RECORDS PROVIDED:

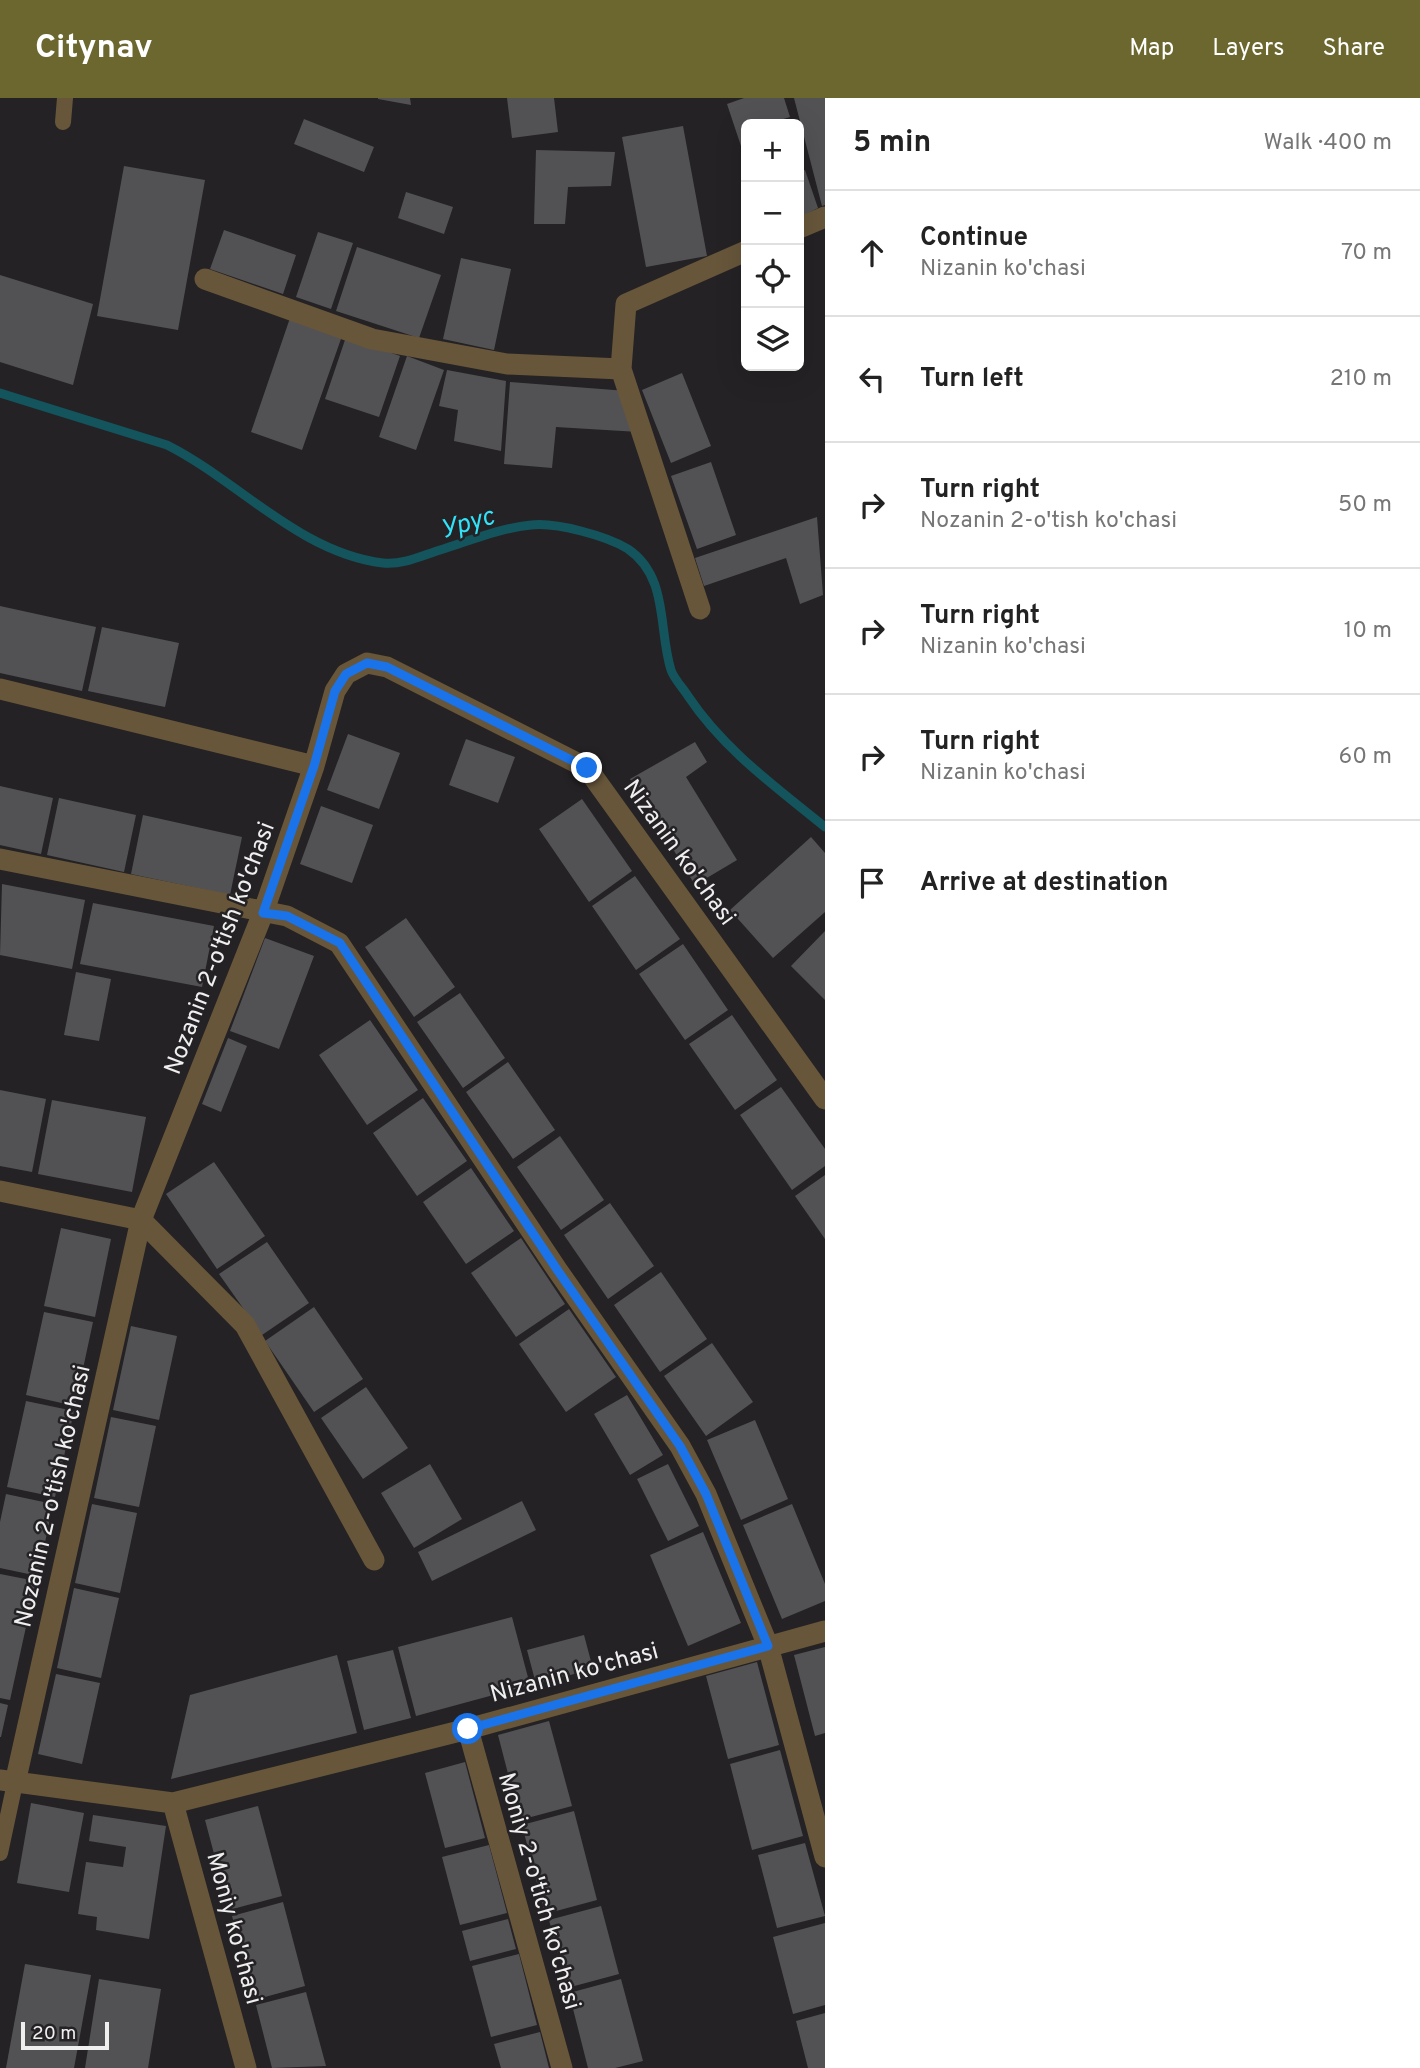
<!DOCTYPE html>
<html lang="en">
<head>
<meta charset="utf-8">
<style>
	:root { --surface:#fff; --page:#f2f2f2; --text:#222; --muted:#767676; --line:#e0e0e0; --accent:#6c672e }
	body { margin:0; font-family:Overpass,sans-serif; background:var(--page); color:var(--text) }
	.controls { position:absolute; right:21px; top:21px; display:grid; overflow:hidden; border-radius:10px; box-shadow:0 7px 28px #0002 }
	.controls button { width:63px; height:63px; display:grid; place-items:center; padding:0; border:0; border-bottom:2px solid var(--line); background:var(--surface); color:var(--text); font:35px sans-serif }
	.scale { position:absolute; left:21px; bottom:18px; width:88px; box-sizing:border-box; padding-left:7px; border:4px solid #f0eff0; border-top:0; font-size:19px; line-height:24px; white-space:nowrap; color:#f0eff0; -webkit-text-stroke:5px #242224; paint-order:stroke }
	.stop { position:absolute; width:21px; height:21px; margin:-16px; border:5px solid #1a73e8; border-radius:50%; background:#fff }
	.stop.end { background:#1a73e8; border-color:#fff; box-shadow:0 2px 7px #0008 }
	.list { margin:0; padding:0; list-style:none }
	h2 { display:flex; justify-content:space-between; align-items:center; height:91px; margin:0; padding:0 28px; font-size:30px }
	h2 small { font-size:23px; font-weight:400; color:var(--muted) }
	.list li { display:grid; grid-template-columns:46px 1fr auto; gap:21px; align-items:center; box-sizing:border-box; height:126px; padding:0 28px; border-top:2px solid var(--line) }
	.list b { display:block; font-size:26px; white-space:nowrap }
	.list p { margin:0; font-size:23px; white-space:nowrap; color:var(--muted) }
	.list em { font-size:23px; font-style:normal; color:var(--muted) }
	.icon { flex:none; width:38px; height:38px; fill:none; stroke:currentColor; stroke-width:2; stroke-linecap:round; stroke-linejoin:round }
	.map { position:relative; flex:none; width:825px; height:1970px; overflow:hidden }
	header { display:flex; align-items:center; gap:42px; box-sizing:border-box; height:98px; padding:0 35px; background:var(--accent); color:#fff }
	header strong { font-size:33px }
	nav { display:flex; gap:38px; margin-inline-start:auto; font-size:24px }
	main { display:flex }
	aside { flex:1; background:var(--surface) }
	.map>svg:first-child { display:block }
</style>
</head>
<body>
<header>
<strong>Citynav</strong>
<nav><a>Map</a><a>Layers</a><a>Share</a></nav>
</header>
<main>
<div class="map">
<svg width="825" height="1970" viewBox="0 0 825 1970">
	<rect width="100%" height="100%" fill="#242224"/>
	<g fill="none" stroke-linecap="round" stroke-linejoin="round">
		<path stroke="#13545d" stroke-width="9" d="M0 295 167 347C237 382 300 455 383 465 403 467 421 458 440 452 469 443 500 430 531 427 556 424 607 438 628 451 669 479 658 531 671 572 674 581 683 590 688 598 724 652 776 689 825 729"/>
	</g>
	<path fill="#525255" d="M378 0H410L411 7 378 1Z
		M507 0H554L558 34 512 40Z
		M744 0H784L790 19 767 26H746V63L727 6Z
		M794 0H825V107L822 108Z
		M304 21 374 49 364 74 294 46Z
		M683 28 707 158 646 169 622 39Z
		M536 52 615 54 611 88 568 89 565 126H534Z
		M124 68 205 82 178 232 97 218Z
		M805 72 818 110 799 120V74Z
		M406 94 453 109 444 136 398 120Z
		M224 132 296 157 283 196 210 171Z
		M318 134 353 145 331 211 296 199Z
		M357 149 441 177 419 240 336 213Z
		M461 160 511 171 494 252 443 241Z
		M0 177 93 206 73 287 0 264Z
		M290 220 342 238 302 352 251 334Z
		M346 239 400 258 379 319 325 301Z
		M407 258 444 272 416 352 379 339Z
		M447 272 506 283 501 353 454 343 458 312 439 308Z
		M682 275 711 348 671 365 642 292Z
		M510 284 627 293 639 334 556 329 552 370 504 366Z
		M711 364 736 437 697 451 671 378Z
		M817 419 823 497 800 506 786 460 704 488 695 460Z
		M0 508 96 529 82 593 0 575Z
		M102 529 179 545 165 609 88 593Z
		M348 636 400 655 379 711 327 692Z
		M466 641 515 659 498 705 449 687Z
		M695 644 707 664 686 679 737 762 695 787 630 681Z
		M0 688 53 700 41 756 0 747Z
		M59 700 136 717 124 774 47 757Z
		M582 701 632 773 589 804 539 731Z
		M321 708 373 727 352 785 300 766Z
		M143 717 242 739 230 797 131 776Z
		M811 739 825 755V814L773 860 730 812Z
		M635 778 680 841 636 872 592 808Z
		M2 786 85 802 72 871 0 857Z
		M93 805 214 828 202 889 80 866Z
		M406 820 455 889 414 919 365 849Z
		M825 833V902L791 868Z
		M265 840 314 858 279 951 230 933Z
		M683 846 728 912 685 942 639 876Z
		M76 874 111 881 99 943 64 937Z
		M460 895 505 960 463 990 417 924Z
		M732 917 777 982 735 1012 689 946Z
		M370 922 418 992 367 1027 319 957Z
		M228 940 247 948 221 1014 202 1006Z
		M508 964 555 1032 513 1061 466 994Z
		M781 989 825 1051V1068L792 1092 740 1017Z
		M0 992 46 1001 32 1074 0 1068Z
		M423 1000 467 1063 417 1098 373 1035Z
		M52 1002 146 1019 132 1094 38 1076Z
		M560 1038 604 1102 561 1132 517 1069Z
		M214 1064 265 1138 217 1171 166 1096Z
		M471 1070 514 1133 466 1166 423 1104Z
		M825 1077V1141L795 1098Z
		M610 1105 654 1168 608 1201 564 1137Z
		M61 1130 111 1141 95 1219 44 1208Z
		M521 1140 565 1206 516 1239 471 1175Z
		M267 1144 309 1205 262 1237 219 1176Z
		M661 1174 707 1241 660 1274 614 1207Z
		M314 1209 363 1281 314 1314 265 1243Z
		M569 1211 616 1279 566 1314 519 1246Z
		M44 1214 93 1224 75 1308 26 1297Z
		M131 1228 177 1238 159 1322 113 1312Z
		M712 1245 753 1304 706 1338 664 1278Z
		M366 1289 408 1350 363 1381 321 1320Z
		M627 1297 663 1357 630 1377 594 1316Z
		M26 1303 74 1313 55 1399 7 1389Z
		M111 1319 156 1328 139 1409 94 1400Z
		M755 1322 788 1401 741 1422 707 1342Z
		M430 1366 462 1421 414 1450 381 1395Z
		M668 1366 699 1428 668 1443 637 1381Z
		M6 1396 53 1406 38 1478 0 1470V1424Z
		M522 1403 536 1432 432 1483 418 1454Z
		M92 1406 137 1415 120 1495 75 1485Z
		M792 1406 825 1486V1503L782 1521 743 1427Z
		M703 1434 741 1525 688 1548 650 1457Z
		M0 1476 36 1483 10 1602 0 1600Z
		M74 1490 119 1500 101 1580 57 1570Z
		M512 1519 530 1587 416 1618 398 1549Z
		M584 1537 593 1571 536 1586 527 1552Z
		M825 1549V1635L815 1638 794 1557Z
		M393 1552 411 1620 364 1632 347 1563Z
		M337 1557 357 1635 171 1681 190 1597Z
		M757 1564 779 1647 728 1661 706 1578Z
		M56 1576 100 1585 82 1666 38 1656Z
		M0 1605 8 1607 1 1639H0Z
		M549 1623 572 1708 520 1722 498 1637Z
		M780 1652 803 1738 752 1752 730 1666Z
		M465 1664 485 1740 445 1750 425 1675Z
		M31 1705 84 1715 69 1794 17 1785Z
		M258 1708 282 1798 229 1812 205 1722Z
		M574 1713 597 1802 545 1816 522 1727Z
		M93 1717 166 1728 149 1841 96 1832 97 1819 78 1816 86 1764 123 1769 126 1749 89 1743Z
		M805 1745 825 1818 777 1830 758 1757Z
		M489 1747 507 1815 460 1827 442 1759Z
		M283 1804 305 1888 254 1902 232 1818Z
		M601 1808 619 1876 567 1890 549 1822Z
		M508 1821 516 1851 470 1863 462 1833Z
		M825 1825V1907L793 1916 773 1839Z
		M519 1856 537 1927 491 1939 472 1868Z
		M25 1866 91 1877 74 1970H6Z
		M99 1881 161 1891 148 1970H85Z
		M621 1881 643 1963 615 1970H588L569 1895Z
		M306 1894 326 1968 272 1970 256 1907Z
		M825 1915V1970H808L796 1923Z
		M540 1934 549 1970H501L494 1946Z"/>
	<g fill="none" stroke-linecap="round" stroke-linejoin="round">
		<path stroke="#67563a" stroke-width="16" d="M63 24 65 0
			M0 1755 15 1685"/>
		<path stroke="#67563a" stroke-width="21" d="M799 130 825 119
			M205 181 372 241 507 266 621 271
			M700 511 621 271 626 206 746 153
			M0 591 314 668
			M0 761 287 818 339 845 558 1173 680 1348 706 1396 768 1548 825 1759
			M0 1093 141 1122 245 1227 374 1462
			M468 1631 562 1970
			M0 1682 173 1705 468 1631 825 1533
			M15 1685 141 1122 263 815 314 668 335 593 346 576 367 565 387 569 587 670 825 1001
			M173 1705 246 1970"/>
	</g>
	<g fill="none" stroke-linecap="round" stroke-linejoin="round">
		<path stroke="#1a73e8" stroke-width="9" d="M468 1631 768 1548 706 1396 680 1348 558 1173 340 845 287 818 263 815 314 668 335 593 346 576 367 565 387 569 587 670"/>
	</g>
	<g text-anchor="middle" stroke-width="5" stroke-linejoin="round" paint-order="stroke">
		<g font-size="24" fill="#f0eff0" stroke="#242224">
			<text transform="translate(680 754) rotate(54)" y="8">Nizanin ko'chasi</text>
			<text transform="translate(219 850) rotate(-69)" y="8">Nozanin 2-o'tish ko'chasi</text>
			<text transform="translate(52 1398) rotate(-77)" y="8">Nozanin 2-o'tish ko'chasi</text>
			<text transform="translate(574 1574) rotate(-15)" y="8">Nizanin ko'chasi</text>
			<text transform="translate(540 1793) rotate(74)" y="8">Moniy 2-o'tich ko'chasi</text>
			<text transform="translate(235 1830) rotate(75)" y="8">Moniy ko'chasi</text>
		</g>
		<g font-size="26" font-style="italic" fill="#31e3f8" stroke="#242224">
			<text transform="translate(467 424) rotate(-16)" y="9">Урус</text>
		</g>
	</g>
</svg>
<div class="controls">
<button>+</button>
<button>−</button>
<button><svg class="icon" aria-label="locate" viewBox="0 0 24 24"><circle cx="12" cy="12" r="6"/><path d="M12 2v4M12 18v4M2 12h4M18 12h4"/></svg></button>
<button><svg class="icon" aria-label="layers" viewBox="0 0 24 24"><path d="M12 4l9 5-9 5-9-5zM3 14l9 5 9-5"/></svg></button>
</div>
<div class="scale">20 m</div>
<div class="stop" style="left:468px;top:1631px"></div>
<div class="stop end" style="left:587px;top:670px"></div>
</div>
<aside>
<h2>5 min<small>Walk · 400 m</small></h2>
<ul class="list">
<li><svg class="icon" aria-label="ahead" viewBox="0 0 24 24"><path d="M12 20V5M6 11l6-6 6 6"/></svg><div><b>Continue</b><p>Nizanin ko'chasi</p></div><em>70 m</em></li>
<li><svg class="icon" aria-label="left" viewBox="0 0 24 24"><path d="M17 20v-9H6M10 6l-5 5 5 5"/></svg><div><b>Turn left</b></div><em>210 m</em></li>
<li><svg class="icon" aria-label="right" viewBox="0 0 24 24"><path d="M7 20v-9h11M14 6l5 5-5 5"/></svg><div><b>Turn right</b><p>Nozanin 2-o'tish ko'chasi</p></div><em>50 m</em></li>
<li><svg class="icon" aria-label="right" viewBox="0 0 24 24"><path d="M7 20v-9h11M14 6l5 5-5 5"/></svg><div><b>Turn right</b><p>Nizanin ko'chasi</p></div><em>10 m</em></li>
<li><svg class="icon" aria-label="right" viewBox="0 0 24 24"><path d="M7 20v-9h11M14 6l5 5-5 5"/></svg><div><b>Turn right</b><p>Nizanin ko'chasi</p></div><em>60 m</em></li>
<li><svg class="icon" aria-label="arrive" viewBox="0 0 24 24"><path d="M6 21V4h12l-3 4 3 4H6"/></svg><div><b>Arrive at destination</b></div></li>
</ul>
</aside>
</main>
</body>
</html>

ACTIVITY:
Determine how many lines in the records above hold the word "solid", and answer with that number only.

RESPONSE AREA:
4